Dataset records
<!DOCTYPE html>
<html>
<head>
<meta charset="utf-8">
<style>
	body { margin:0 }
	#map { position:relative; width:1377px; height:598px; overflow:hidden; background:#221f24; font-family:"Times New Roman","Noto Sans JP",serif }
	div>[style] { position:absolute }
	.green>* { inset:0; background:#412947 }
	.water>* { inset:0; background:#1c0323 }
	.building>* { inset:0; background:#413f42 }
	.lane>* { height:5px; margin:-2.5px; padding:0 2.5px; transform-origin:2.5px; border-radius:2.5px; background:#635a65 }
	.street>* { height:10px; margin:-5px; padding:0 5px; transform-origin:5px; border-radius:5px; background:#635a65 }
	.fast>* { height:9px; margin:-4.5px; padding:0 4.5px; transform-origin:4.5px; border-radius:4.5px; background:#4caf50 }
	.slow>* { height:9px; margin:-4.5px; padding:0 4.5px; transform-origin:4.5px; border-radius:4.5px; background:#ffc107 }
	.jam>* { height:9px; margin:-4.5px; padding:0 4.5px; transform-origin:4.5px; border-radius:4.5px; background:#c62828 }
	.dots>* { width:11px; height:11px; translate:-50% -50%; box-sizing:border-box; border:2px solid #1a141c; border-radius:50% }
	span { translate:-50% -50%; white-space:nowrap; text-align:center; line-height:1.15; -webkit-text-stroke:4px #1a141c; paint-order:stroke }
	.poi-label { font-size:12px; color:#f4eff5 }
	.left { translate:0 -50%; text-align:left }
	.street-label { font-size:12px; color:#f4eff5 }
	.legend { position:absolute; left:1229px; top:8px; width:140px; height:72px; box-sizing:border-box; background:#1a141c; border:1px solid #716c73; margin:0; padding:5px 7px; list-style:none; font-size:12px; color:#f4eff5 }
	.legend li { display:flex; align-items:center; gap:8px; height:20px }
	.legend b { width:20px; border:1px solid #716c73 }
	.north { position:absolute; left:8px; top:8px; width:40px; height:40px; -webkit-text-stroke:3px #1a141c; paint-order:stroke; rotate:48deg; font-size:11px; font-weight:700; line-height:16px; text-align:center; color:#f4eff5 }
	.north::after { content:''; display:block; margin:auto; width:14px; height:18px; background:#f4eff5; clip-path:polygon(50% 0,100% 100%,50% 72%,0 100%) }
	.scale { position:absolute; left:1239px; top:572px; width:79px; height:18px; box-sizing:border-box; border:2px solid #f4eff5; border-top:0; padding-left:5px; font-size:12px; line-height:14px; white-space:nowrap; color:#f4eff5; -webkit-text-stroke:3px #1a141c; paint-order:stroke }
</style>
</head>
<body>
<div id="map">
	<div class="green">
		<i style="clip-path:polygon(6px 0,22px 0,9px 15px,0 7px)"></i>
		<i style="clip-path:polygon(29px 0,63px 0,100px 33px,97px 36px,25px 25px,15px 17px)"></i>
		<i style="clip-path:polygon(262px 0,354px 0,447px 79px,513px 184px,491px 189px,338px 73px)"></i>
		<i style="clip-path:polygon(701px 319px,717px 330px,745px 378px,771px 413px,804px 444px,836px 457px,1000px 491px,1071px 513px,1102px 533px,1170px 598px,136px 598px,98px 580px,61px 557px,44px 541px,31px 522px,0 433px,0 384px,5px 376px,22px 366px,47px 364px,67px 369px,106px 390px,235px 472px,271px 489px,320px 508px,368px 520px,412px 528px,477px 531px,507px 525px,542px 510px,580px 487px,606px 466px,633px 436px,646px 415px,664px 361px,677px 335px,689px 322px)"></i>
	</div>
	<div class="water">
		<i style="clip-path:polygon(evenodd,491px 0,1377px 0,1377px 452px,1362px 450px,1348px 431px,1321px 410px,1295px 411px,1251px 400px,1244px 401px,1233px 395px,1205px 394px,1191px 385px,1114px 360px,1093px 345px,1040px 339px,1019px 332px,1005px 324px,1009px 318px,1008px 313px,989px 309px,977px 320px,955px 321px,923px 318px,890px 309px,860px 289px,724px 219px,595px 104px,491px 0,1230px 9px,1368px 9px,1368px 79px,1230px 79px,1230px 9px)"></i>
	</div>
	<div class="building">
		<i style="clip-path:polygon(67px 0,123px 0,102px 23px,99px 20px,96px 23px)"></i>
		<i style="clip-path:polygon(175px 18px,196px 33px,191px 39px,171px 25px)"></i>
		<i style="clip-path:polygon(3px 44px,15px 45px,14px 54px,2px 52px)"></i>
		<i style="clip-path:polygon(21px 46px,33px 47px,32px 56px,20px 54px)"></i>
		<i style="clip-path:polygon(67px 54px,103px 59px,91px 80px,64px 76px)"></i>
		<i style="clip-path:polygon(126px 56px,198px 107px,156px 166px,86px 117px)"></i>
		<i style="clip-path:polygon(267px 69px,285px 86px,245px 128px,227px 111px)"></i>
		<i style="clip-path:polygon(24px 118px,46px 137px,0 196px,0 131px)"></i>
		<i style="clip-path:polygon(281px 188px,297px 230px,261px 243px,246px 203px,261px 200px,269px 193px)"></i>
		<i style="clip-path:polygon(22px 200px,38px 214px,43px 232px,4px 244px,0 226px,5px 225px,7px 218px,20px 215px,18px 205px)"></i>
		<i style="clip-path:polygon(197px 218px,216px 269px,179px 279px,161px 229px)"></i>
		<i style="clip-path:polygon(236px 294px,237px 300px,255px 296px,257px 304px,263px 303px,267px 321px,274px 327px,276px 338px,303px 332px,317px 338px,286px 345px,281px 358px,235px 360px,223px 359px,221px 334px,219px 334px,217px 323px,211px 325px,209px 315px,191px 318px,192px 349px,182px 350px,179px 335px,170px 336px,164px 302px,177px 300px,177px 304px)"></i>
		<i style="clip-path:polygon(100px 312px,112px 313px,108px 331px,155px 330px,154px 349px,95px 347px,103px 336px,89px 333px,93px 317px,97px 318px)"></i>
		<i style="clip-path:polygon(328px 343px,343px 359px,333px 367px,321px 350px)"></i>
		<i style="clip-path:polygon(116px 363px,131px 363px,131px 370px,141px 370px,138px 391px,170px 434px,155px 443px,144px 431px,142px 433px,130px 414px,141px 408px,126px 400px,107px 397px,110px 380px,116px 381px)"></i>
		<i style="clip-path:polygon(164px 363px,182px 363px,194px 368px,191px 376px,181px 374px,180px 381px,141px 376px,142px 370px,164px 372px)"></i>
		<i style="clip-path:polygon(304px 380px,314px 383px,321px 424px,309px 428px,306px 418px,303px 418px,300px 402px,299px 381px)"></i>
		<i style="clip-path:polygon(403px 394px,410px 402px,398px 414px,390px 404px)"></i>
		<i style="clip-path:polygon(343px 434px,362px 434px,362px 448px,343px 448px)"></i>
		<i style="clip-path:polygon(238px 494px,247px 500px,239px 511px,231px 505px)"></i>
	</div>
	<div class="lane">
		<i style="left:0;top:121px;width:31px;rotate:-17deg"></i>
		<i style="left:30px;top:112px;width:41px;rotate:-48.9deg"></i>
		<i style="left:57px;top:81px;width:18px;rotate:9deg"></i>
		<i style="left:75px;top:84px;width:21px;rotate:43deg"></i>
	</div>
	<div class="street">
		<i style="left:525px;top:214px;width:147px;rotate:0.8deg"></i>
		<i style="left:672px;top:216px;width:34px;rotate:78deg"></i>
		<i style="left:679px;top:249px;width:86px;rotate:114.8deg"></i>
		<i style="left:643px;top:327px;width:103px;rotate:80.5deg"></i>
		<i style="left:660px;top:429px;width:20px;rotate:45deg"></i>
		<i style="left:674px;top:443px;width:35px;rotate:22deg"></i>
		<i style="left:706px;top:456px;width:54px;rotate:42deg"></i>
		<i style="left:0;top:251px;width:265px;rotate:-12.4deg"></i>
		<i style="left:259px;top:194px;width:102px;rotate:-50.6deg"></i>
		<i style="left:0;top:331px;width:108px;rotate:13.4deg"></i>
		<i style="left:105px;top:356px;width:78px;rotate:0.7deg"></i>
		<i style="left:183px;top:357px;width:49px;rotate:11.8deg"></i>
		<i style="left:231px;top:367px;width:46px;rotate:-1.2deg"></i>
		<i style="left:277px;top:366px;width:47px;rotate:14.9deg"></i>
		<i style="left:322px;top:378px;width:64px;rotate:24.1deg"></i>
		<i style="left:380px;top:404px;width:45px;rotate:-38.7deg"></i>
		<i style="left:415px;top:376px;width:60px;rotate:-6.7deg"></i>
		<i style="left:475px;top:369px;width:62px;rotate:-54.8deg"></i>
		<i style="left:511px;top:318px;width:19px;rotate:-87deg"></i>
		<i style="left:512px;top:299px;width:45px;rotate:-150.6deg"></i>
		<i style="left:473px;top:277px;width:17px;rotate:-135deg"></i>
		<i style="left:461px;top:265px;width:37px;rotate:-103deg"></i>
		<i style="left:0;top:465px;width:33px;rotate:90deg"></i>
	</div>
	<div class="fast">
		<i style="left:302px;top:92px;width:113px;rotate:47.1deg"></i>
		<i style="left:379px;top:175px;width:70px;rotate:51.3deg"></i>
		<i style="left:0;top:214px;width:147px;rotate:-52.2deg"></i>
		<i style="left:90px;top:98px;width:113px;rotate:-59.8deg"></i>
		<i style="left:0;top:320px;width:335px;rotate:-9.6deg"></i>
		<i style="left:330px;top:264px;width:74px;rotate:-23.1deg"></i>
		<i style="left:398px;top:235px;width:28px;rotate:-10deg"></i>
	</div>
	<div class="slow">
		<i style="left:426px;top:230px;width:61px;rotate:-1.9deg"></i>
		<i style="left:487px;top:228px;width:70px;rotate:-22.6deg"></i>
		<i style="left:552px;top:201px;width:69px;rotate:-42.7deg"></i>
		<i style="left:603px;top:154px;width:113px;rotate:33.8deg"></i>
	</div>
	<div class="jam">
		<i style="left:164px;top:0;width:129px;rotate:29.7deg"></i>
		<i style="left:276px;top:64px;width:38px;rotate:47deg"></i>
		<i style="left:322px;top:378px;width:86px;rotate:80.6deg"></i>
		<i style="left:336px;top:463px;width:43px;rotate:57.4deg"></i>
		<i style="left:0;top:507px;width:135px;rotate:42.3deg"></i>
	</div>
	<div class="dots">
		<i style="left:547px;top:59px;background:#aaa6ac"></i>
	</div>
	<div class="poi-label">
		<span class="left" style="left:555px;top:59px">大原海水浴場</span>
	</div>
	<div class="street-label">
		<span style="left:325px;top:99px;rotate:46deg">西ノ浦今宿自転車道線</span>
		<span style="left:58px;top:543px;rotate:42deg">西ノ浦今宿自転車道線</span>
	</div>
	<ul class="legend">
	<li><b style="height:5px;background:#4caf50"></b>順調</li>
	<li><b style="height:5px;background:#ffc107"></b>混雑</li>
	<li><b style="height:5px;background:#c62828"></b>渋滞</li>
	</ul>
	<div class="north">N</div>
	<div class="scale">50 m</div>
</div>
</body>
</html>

- [YOUR ASSIGNMENT]: If a line in the records above contains the string "scale", copy that line out.

- [SOLUTION TO THIS EXERCISE]:
	.scale { position:absolute; left:1239px; top:572px; width:79px; height:18px; box-sizing:border-box; border:2px solid #f4eff5; border-top:0; padding-left:5px; font-size:12px; line-height:14px; white-space:nowrap; color:#f4eff5; -webkit-text-stroke:3px #1a141c; paint-order:stroke }
	<div class="scale">50 m</div>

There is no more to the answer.